I gave my US Army veteran husband a huge hug on Veterans Day and we had a nice talk about the fall of the Berlin Wall, the anniversary of which was on 9 November. Because my husband was in Germany (Bamberg – just 30 km outside the Czech border) just a few years before the Wall came down, he feels like he had something of a hand in bringing down those forces that had erected the Wall to begin with. We can’t say that nary a shot was fired during the Cold War, because plenty of our troops died (mostly Special Ops guys, that sort of thing), but it was a far calmer scene than WWII or Korea or Vietnam.
And let’s not forget that our troops are not just a bunch of “paid thugs” who are good for nothing more than shooting people. Many of the US Army Corps of Engineers are up in the American Northeast right now, among the many first responders who are trying to get things back to normal after Hurricane Sandy ripped through several states and left God only knows how many people without power, without running water, in flooded homes (IF their homes are still standing at all), etc.

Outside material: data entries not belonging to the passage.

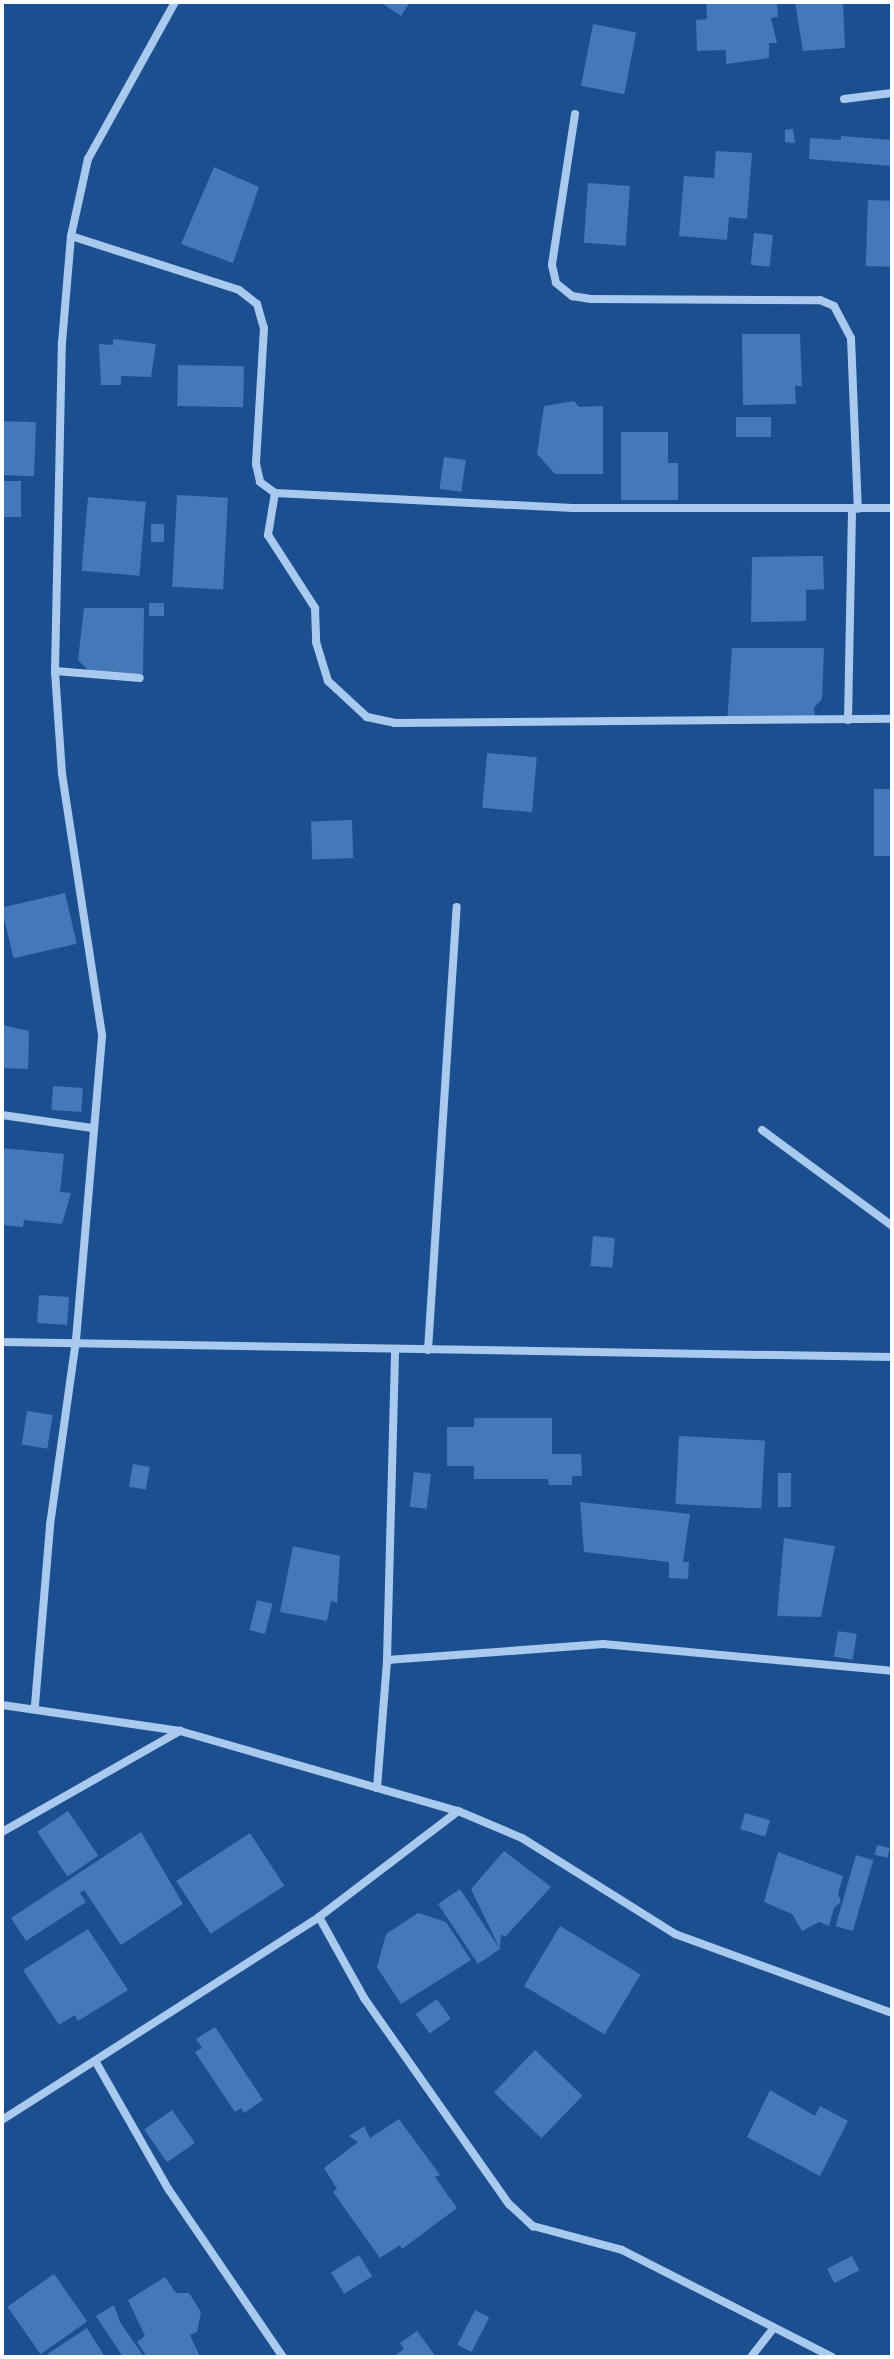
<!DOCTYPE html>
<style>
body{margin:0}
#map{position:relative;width:894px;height:2359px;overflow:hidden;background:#1b4f8f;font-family:"IBM Plex Sans",sans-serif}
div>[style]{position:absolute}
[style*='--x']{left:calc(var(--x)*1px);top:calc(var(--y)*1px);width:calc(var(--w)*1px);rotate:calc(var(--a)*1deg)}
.building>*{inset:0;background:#4478b7;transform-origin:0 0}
.minor>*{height:8px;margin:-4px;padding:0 4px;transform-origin:4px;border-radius:4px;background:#a9c9ee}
span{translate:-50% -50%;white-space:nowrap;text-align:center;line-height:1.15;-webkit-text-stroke:7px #1b4f8f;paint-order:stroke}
.frame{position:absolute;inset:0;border:4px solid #fff;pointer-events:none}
</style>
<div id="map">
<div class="building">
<div style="clip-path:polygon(380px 2px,410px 2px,401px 16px)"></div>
<div style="clip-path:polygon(706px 2px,777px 2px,778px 17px,771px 18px,777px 43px,769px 43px,769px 58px,726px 64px,726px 50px,697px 51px,696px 20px,707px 19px)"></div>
<div style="clip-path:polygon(795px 2px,843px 2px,845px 48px,803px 51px)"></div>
<div style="left:593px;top:24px;width:44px;height:63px;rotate:11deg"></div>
<div style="clip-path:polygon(793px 129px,795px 143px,785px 142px,785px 130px)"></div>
<div style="clip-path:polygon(841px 136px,892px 140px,892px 166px,809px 159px,810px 138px,841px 140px)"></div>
<div style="clip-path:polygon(716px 151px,752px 153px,747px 219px,729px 217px,727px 240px,679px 236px,684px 176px,714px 178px)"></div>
<div style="clip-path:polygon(214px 167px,259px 187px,233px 263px,181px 244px)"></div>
<div style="left:588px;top:183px;width:42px;height:60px;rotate:4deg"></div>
<div style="left:868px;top:200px;width:24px;height:66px;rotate:2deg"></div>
<div style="left:754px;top:233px;width:19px;height:32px;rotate:6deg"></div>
<div style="clip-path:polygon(742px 334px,800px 334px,802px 386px,795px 386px,796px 404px,743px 405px)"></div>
<div style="clip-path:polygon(113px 339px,156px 344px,151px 377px,121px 376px,121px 385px,101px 385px,99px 344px,113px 345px)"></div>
<div style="left:178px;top:365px;width:66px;height:41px;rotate:1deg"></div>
<div style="clip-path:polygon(574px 401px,579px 407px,603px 406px,603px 474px,555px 474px,537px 454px,544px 406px)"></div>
<div style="left:771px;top:417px;width:20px;height:35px;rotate:90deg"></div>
<div style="left:2px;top:421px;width:34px;height:54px;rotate:2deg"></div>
<div style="clip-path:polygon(621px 432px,668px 432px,668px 463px,678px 463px,678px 500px,621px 500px)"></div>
<div style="left:444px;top:457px;width:22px;height:32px;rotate:8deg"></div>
<div style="left:2px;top:481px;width:19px;height:36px"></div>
<div style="left:177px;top:495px;width:51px;height:92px;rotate:3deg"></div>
<div style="left:88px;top:497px;width:58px;height:74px;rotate:5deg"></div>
<div style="left:151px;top:524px;width:13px;height:18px"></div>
<div style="clip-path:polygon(823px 556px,824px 589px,806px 590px,806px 621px,751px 622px,752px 557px)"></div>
<div style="left:149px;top:603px;width:15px;height:13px"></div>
<div style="clip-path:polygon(84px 608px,144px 608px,143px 674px,91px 673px,78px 660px)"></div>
<div style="clip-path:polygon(732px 648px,824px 648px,822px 699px,814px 708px,815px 717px,740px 716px,740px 724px,727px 724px)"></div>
<div style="left:487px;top:753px;width:50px;height:55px;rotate:5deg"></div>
<div style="left:874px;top:789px;width:18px;height:67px"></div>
<div style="left:352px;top:820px;width:38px;height:41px;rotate:88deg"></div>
<div style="left:65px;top:893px;width:52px;height:65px;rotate:77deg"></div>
<div style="clip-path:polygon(2px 1025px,29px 1031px,28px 1069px,2px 1068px)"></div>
<div style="left:53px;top:1086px;width:30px;height:24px;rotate:4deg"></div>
<div style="clip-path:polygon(2px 1148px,64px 1154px,60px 1192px,71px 1193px,62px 1224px,24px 1220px,23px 1227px,2px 1225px)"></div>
<div style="left:593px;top:1236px;width:22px;height:30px;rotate:5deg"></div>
<div style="left:39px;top:1295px;width:30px;height:28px;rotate:4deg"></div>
<div style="left:27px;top:1411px;width:26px;height:34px;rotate:9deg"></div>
<div style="clip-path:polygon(474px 1418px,552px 1418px,552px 1454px,581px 1454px,582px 1476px,572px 1476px,572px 1485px,549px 1485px,548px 1479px,474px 1479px,474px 1466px,447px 1466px,447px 1427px,474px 1427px)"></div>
<div style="left:679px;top:1436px;width:86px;height:68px;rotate:3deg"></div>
<div style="left:133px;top:1464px;width:17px;height:23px;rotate:10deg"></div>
<div style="left:414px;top:1472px;width:17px;height:35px;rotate:7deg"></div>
<div style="left:778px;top:1473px;width:13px;height:34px"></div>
<div style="clip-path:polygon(580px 1502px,690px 1514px,683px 1562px,689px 1562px,688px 1579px,669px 1578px,669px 1562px,584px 1552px)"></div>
<div style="clip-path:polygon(784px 1538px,835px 1546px,821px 1617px,777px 1616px)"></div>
<div style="clip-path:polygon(293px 1546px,340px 1556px,337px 1603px,331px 1601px,327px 1621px,280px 1612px)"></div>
<div style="left:257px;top:1600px;width:16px;height:31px;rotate:14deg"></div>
<div style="left:838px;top:1631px;width:19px;height:26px;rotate:9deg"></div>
<div style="left:68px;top:1811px;width:54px;height:37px;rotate:56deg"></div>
<div style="left:745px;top:1813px;width:26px;height:17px;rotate:16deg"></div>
<div style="clip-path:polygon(141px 1832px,183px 1904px,121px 1945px,84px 1890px,80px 1893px,86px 1902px,26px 1941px,11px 1918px)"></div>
<div style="left:250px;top:1833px;width:63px;height:88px;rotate:57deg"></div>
<div style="left:877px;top:1845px;width:13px;height:10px;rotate:13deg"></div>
<div style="clip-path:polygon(504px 1851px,551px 1887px,505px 1937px,501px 1934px,500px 1949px,478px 1964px,438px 1904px,460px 1889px,500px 1949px,471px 1889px)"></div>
<div style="clip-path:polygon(778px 1852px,843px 1876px,838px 1894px,841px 1902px,834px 1908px,829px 1926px,819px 1922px,802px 1931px,792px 1914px,764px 1902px)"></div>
<div style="left:856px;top:1855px;width:18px;height:74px;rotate:16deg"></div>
<div style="clip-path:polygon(418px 1913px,446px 1922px,471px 1960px,401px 2004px,377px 1967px,386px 1934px)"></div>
<div style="left:560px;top:1926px;width:94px;height:70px;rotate:31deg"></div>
<div style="clip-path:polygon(88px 1929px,128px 1990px,78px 2021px,75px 2015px,59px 2025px,23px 1970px)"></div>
<div style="left:437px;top:1999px;width:24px;height:26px;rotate:55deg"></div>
<div style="clip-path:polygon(215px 2027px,263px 2100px,244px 2113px,241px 2108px,235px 2112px,195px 2052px,202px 2048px,196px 2039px)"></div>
<div style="left:535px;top:2050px;width:66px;height:59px;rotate:44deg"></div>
<div style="clip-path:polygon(770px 2090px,815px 2116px,820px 2106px,848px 2121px,820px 2176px,747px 2137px)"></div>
<div style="left:172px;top:2110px;width:40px;height:34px;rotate:55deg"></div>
<div style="clip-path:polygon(399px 2119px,440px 2175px,435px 2177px,457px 2208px,402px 2249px,400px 2245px,380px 2258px,333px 2192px,337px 2189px,324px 2168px,358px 2142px,349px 2136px,364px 2126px,370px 2138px)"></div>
<div style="left:359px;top:2255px;width:25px;height:33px;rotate:58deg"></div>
<div style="left:852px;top:2256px;width:16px;height:28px;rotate:63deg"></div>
<div style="left:54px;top:2274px;width:58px;height:57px;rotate:55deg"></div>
<div style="clip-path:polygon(165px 2277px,176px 2293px,189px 2293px,201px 2312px,197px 2332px,190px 2335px,200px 2357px,147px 2357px,137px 2342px,145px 2336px,128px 2300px)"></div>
<div style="clip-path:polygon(114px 2305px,120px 2322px,144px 2357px,123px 2357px,96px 2316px)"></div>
<div style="left:475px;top:2310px;width:16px;height:39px;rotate:27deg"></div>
<div style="clip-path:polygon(87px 2328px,105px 2357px,43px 2357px)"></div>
<div style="clip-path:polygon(417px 2331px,436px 2357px,393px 2357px,404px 2349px,400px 2343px)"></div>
</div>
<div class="minor">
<div style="--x:844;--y:99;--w:48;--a:-7.1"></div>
<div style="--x:575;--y:114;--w:153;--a:98.7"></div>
<div style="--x:552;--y:265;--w:18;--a:77"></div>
<div style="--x:556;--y:283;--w:21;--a:39"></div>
<div style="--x:572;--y:296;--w:19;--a:9"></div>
<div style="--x:591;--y:299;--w:229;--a:0.3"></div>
<div style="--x:820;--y:300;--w:15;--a:23"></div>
<div style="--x:834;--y:306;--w:36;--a:62"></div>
<div style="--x:851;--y:338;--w:171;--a:87.7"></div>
<div style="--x:71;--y:236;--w:176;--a:17.8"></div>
<div style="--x:239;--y:290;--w:23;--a:38"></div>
<div style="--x:257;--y:304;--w:25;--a:74"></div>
<div style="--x:264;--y:328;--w:136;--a:93.4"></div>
<div style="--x:256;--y:464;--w:18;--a:77"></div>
<div style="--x:260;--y:482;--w:19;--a:36"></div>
<div style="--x:275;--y:493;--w:298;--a:2.9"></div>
<div style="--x:573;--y:508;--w:319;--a:0"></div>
<div style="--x:275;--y:493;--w:43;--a:99.5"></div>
<div style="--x:268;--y:535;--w:87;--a:57.2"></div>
<div style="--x:315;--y:608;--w:34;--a:88"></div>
<div style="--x:316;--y:642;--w:41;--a:72.9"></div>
<div style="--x:328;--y:681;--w:53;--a:42.7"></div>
<div style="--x:367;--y:717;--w:29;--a:12"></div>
<div style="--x:395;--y:723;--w:497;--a:-0.5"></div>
<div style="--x:55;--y:671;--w:85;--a:4.7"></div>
<div style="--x:848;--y:720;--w:210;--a:-88.9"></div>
<div style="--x:2;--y:1115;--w:91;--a:8.2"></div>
<div style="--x:762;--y:1130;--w:162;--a:36.4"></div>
<div style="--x:2;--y:1342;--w:890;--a:0.97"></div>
<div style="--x:428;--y:1350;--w:444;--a:-86.3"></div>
<div style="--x:387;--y:1660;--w:217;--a:-4.2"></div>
<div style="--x:603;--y:1644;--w:290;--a:5.3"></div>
<div style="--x:2;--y:1705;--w:180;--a:8.3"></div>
<div style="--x:180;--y:1731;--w:289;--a:16.1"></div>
<div style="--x:458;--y:1811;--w:69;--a:22.9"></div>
<div style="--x:522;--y:1838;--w:181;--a:32.1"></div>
<div style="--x:675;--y:1934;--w:231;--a:20"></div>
<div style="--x:35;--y:1705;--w:181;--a:-85.2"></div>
<div style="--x:50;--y:1525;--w:187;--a:-82"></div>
<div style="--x:76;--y:1340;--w:306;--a:-85.1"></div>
<div style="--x:102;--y:1035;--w:264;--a:-98.7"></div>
<div style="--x:62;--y:774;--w:103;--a:-93.9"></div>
<div style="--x:55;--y:671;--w:328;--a:-88.8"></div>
<div style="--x:62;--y:343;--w:107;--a:-85.2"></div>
<div style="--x:71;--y:236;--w:79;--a:-77.6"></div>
<div style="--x:88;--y:159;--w:179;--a:-61"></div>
<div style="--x:377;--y:1788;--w:128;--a:-85.5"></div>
<div style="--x:387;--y:1660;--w:309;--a:-88.5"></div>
<div style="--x:2;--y:1832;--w:205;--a:-29.6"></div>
<div style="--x:319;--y:1917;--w:93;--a:60.9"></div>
<div style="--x:364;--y:1998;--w:252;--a:54.9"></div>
<div style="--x:509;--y:2204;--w:33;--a:43"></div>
<div style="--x:533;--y:2226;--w:92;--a:15.1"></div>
<div style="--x:622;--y:2250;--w:236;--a:27"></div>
<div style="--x:97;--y:2064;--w:145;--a:60.3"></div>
<div style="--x:169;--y:2190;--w:202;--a:55.7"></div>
<div style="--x:2;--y:2120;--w:376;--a:-32.6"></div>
<div style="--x:319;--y:1917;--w:175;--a:-37.3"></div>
<div style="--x:751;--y:2357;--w:37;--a:-52"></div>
</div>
<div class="frame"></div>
</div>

Let’s also not forget things like Toys for Tots, a charitable event/foundation that the US Marines do every year near the holidays.
One thing I have noticed about UUs that I feel I need to speak out very strongly about is this mocking of our troops. That does nothing to help their morale, and they are standing between us and the barbarians at the gate, whatever form those barbarians may take.
So for your freedom to put them down and talk trash about them, my husband says, “You’re welcome.”
This nonsense really makes me hugely angry.
You want to know why veterans are heroes? Here’s why:
A veteran is someone who, at one point in his/her life, wrote a blank check made payable to “The United States of America,” for an amount of “up to and including my life.”
Not everyone can say that.
Guess what happens the US Marines who guard our embassies, when said embassies are attacked? THEY DIE. They die for civilian politicians. If anything, it’s the politicians (with their inclination to lie and bs the entire populace to win an election) who are NOT the heroes. It’s the people serving them.
Further comment: Joe and I tried to get a Veterans Day event going at First Unitarian. Only a very few people were interested in this, and since we left, I bet there has not been another Veterans Day observation whatsoever. And on Memorial Day weekend, which is the American weekend to remember those who FELL in warfare, protecting and defending our Constitutional rights, they have a chili cookoff. Is that really any way to remember those who were killed in action?
Maybe it’s better we’re not there any more. We’re not wanted. People like us, with our views, are not wanted. I keep thinking “oh no, they’re supposed to be open to people with all kinds of views, including us” but that’s just not the case, apparently.
I am so very tempted to go back to being pagan.